Would you print the records below without changing anything?
SOURCE MATERIAL START
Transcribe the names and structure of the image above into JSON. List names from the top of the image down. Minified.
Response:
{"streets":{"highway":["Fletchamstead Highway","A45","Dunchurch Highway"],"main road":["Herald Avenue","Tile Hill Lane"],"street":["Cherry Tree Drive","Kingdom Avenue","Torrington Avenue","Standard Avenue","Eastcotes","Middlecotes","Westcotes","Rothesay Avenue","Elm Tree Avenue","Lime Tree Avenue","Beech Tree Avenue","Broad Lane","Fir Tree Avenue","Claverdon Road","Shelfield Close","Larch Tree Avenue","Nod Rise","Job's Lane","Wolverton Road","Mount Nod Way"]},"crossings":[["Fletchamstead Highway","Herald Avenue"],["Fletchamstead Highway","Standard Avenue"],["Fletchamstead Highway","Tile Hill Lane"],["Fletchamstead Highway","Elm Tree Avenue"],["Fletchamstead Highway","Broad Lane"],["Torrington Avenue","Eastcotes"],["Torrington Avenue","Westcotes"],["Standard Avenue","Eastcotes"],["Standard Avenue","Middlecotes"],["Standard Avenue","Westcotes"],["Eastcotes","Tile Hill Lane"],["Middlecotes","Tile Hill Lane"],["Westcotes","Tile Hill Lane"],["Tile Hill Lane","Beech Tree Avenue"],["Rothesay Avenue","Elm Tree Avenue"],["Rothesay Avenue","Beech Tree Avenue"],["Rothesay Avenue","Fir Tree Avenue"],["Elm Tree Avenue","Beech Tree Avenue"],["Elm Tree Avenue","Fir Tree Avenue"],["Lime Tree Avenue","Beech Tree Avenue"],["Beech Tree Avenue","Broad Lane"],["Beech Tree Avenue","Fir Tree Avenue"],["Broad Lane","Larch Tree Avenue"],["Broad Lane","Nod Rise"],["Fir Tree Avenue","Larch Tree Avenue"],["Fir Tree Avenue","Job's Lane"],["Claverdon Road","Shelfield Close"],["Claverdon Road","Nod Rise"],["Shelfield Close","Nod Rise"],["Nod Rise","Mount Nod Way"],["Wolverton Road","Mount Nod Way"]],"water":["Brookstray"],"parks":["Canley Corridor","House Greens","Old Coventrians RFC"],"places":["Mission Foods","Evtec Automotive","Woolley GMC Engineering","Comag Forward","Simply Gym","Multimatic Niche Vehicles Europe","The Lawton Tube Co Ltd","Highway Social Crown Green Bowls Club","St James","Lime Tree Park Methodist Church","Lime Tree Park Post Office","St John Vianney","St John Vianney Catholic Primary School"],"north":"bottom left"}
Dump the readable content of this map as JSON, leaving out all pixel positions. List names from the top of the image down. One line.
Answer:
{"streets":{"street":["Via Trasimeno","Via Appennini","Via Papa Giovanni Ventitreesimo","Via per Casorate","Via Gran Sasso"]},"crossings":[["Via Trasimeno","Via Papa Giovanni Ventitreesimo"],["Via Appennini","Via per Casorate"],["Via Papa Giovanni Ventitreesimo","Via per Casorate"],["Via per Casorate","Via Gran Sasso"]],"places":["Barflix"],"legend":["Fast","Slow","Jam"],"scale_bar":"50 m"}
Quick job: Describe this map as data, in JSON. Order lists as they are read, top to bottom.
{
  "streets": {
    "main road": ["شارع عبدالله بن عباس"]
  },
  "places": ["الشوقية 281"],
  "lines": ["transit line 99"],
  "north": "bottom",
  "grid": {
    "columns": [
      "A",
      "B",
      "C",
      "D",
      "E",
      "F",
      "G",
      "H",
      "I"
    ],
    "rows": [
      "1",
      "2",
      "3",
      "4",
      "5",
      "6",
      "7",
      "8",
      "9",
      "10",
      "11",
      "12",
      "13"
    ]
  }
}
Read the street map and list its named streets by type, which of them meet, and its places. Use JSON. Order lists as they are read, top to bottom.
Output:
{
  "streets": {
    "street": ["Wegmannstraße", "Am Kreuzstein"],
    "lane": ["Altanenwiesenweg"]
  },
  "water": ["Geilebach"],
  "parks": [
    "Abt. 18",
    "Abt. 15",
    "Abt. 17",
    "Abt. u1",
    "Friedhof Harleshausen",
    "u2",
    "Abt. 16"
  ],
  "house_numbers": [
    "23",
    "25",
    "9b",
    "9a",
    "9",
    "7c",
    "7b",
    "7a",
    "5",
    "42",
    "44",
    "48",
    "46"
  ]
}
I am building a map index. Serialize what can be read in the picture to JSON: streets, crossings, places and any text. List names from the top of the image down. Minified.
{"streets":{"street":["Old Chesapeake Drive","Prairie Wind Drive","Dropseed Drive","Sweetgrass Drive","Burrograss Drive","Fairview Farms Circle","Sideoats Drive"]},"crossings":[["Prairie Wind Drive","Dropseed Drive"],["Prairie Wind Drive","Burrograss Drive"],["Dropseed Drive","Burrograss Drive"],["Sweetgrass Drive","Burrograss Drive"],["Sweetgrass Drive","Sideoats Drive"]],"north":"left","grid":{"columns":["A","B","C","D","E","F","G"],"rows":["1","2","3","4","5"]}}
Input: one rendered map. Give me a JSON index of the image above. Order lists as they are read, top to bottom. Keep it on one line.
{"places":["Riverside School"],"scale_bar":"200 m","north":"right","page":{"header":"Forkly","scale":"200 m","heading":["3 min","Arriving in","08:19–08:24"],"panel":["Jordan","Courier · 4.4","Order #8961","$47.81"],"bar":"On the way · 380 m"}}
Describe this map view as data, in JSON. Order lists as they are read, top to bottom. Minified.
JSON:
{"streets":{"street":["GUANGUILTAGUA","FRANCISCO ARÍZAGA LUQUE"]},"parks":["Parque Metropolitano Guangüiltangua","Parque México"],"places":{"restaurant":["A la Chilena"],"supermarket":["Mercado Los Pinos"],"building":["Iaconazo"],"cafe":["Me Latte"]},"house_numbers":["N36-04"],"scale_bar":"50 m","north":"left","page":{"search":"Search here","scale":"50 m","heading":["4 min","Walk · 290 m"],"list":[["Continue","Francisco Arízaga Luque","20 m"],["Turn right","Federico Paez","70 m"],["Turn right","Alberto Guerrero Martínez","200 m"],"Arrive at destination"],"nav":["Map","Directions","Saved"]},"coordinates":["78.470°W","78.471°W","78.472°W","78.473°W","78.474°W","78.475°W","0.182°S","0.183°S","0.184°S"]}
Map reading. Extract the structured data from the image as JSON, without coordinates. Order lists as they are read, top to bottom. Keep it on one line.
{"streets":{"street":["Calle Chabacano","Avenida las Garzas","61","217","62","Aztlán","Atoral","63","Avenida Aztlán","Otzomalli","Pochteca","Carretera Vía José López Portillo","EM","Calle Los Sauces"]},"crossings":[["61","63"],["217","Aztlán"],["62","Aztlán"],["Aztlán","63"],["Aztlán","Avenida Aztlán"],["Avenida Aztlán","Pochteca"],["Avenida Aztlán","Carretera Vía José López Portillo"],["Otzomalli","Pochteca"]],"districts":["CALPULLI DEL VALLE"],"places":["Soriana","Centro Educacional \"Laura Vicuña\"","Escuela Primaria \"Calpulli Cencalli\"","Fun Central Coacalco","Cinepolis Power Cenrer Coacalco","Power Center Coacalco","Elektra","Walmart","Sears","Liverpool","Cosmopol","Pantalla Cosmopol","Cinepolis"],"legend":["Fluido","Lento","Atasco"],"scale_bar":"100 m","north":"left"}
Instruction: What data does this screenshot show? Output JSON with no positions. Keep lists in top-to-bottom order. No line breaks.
SOURCE MATERIAL END
## EXERCISE ANSWER:
Transcribe the names and structure of the image above into JSON. List names from the top of the image down. Minified.
Response:
{"streets":{"highway":["Fletchamstead Highway","A45","Dunchurch Highway"],"main road":["Herald Avenue","Tile Hill Lane"],"street":["Cherry Tree Drive","Kingdom Avenue","Torrington Avenue","Standard Avenue","Eastcotes","Middlecotes","Westcotes","Rothesay Avenue","Elm Tree Avenue","Lime Tree Avenue","Beech Tree Avenue","Broad Lane","Fir Tree Avenue","Claverdon Road","Shelfield Close","Larch Tree Avenue","Nod Rise","Job's Lane","Wolverton Road","Mount Nod Way"]},"crossings":[["Fletchamstead Highway","Herald Avenue"],["Fletchamstead Highway","Standard Avenue"],["Fletchamstead Highway","Tile Hill Lane"],["Fletchamstead Highway","Elm Tree Avenue"],["Fletchamstead Highway","Broad Lane"],["Torrington Avenue","Eastcotes"],["Torrington Avenue","Westcotes"],["Standard Avenue","Eastcotes"],["Standard Avenue","Middlecotes"],["Standard Avenue","Westcotes"],["Eastcotes","Tile Hill Lane"],["Middlecotes","Tile Hill Lane"],["Westcotes","Tile Hill Lane"],["Tile Hill Lane","Beech Tree Avenue"],["Rothesay Avenue","Elm Tree Avenue"],["Rothesay Avenue","Beech Tree Avenue"],["Rothesay Avenue","Fir Tree Avenue"],["Elm Tree Avenue","Beech Tree Avenue"],["Elm Tree Avenue","Fir Tree Avenue"],["Lime Tree Avenue","Beech Tree Avenue"],["Beech Tree Avenue","Broad Lane"],["Beech Tree Avenue","Fir Tree Avenue"],["Broad Lane","Larch Tree Avenue"],["Broad Lane","Nod Rise"],["Fir Tree Avenue","Larch Tree Avenue"],["Fir Tree Avenue","Job's Lane"],["Claverdon Road","Shelfield Close"],["Claverdon Road","Nod Rise"],["Shelfield Close","Nod Rise"],["Nod Rise","Mount Nod Way"],["Wolverton Road","Mount Nod Way"]],"water":["Brookstray"],"parks":["Canley Corridor","House Greens","Old Coventrians RFC"],"places":["Mission Foods","Evtec Automotive","Woolley GMC Engineering","Comag Forward","Simply Gym","Multimatic Niche Vehicles Europe","The Lawton Tube Co Ltd","Highway Social Crown Green Bowls Club","St James","Lime Tree Park Methodist Church","Lime Tree Park Post Office","St John Vianney","St John Vianney Catholic Primary School"],"north":"bottom left"}
Dump the readable content of this map as JSON, leaving out all pixel positions. List names from the top of the image down. One line.
Answer:
{"streets":{"street":["Via Trasimeno","Via Appennini","Via Papa Giovanni Ventitreesimo","Via per Casorate","Via Gran Sasso"]},"crossings":[["Via Trasimeno","Via Papa Giovanni Ventitreesimo"],["Via Appennini","Via per Casorate"],["Via Papa Giovanni Ventitreesimo","Via per Casorate"],["Via per Casorate","Via Gran Sasso"]],"places":["Barflix"],"legend":["Fast","Slow","Jam"],"scale_bar":"50 m"}
Quick job: Describe this map as data, in JSON. Order lists as they are read, top to bottom.
{
  "streets": {
    "main road": ["شارع عبدالله بن عباس"]
  },
  "places": ["الشوقية 281"],
  "lines": ["transit line 99"],
  "north": "bottom",
  "grid": {
    "columns": [
      "A",
      "B",
      "C",
      "D",
      "E",
      "F",
      "G",
      "H",
      "I"
    ],
    "rows": [
      "1",
      "2",
      "3",
      "4",
      "5",
      "6",
      "7",
      "8",
      "9",
      "10",
      "11",
      "12",
      "13"
    ]
  }
}
Read the street map and list its named streets by type, which of them meet, and its places. Use JSON. Order lists as they are read, top to bottom.
Output:
{
  "streets": {
    "street": ["Wegmannstraße", "Am Kreuzstein"],
    "lane": ["Altanenwiesenweg"]
  },
  "water": ["Geilebach"],
  "parks": [
    "Abt. 18",
    "Abt. 15",
    "Abt. 17",
    "Abt. u1",
    "Friedhof Harleshausen",
    "u2",
    "Abt. 16"
  ],
  "house_numbers": [
    "23",
    "25",
    "9b",
    "9a",
    "9",
    "7c",
    "7b",
    "7a",
    "5",
    "42",
    "44",
    "48",
    "46"
  ]
}
I am building a map index. Serialize what can be read in the picture to JSON: streets, crossings, places and any text. List names from the top of the image down. Minified.
{"streets":{"street":["Old Chesapeake Drive","Prairie Wind Drive","Dropseed Drive","Sweetgrass Drive","Burrograss Drive","Fairview Farms Circle","Sideoats Drive"]},"crossings":[["Prairie Wind Drive","Dropseed Drive"],["Prairie Wind Drive","Burrograss Drive"],["Dropseed Drive","Burrograss Drive"],["Sweetgrass Drive","Burrograss Drive"],["Sweetgrass Drive","Sideoats Drive"]],"north":"left","grid":{"columns":["A","B","C","D","E","F","G"],"rows":["1","2","3","4","5"]}}
Input: one rendered map. Give me a JSON index of the image above. Order lists as they are read, top to bottom. Keep it on one line.
{"places":["Riverside School"],"scale_bar":"200 m","north":"right","page":{"header":"Forkly","scale":"200 m","heading":["3 min","Arriving in","08:19–08:24"],"panel":["Jordan","Courier · 4.4","Order #8961","$47.81"],"bar":"On the way · 380 m"}}
Describe this map view as data, in JSON. Order lists as they are read, top to bottom. Minified.
JSON:
{"streets":{"street":["GUANGUILTAGUA","FRANCISCO ARÍZAGA LUQUE"]},"parks":["Parque Metropolitano Guangüiltangua","Parque México"],"places":{"restaurant":["A la Chilena"],"supermarket":["Mercado Los Pinos"],"building":["Iaconazo"],"cafe":["Me Latte"]},"house_numbers":["N36-04"],"scale_bar":"50 m","north":"left","page":{"search":"Search here","scale":"50 m","heading":["4 min","Walk · 290 m"],"list":[["Continue","Francisco Arízaga Luque","20 m"],["Turn right","Federico Paez","70 m"],["Turn right","Alberto Guerrero Martínez","200 m"],"Arrive at destination"],"nav":["Map","Directions","Saved"]},"coordinates":["78.470°W","78.471°W","78.472°W","78.473°W","78.474°W","78.475°W","0.182°S","0.183°S","0.184°S"]}
Map reading. Extract the structured data from the image as JSON, without coordinates. Order lists as they are read, top to bottom. Keep it on one line.
{"streets":{"street":["Calle Chabacano","Avenida las Garzas","61","217","62","Aztlán","Atoral","63","Avenida Aztlán","Otzomalli","Pochteca","Carretera Vía José López Portillo","EM","Calle Los Sauces"]},"crossings":[["61","63"],["217","Aztlán"],["62","Aztlán"],["Aztlán","63"],["Aztlán","Avenida Aztlán"],["Avenida Aztlán","Pochteca"],["Avenida Aztlán","Carretera Vía José López Portillo"],["Otzomalli","Pochteca"]],"districts":["CALPULLI DEL VALLE"],"places":["Soriana","Centro Educacional \"Laura Vicuña\"","Escuela Primaria \"Calpulli Cencalli\"","Fun Central Coacalco","Cinepolis Power Cenrer Coacalco","Power Center Coacalco","Elektra","Walmart","Sears","Liverpool","Cosmopol","Pantalla Cosmopol","Cinepolis"],"legend":["Fluido","Lento","Atasco"],"scale_bar":"100 m","north":"left"}
Instruction: What data does this screenshot show? Output JSON with no positions. Keep lists in top-to-bottom order. No line breaks.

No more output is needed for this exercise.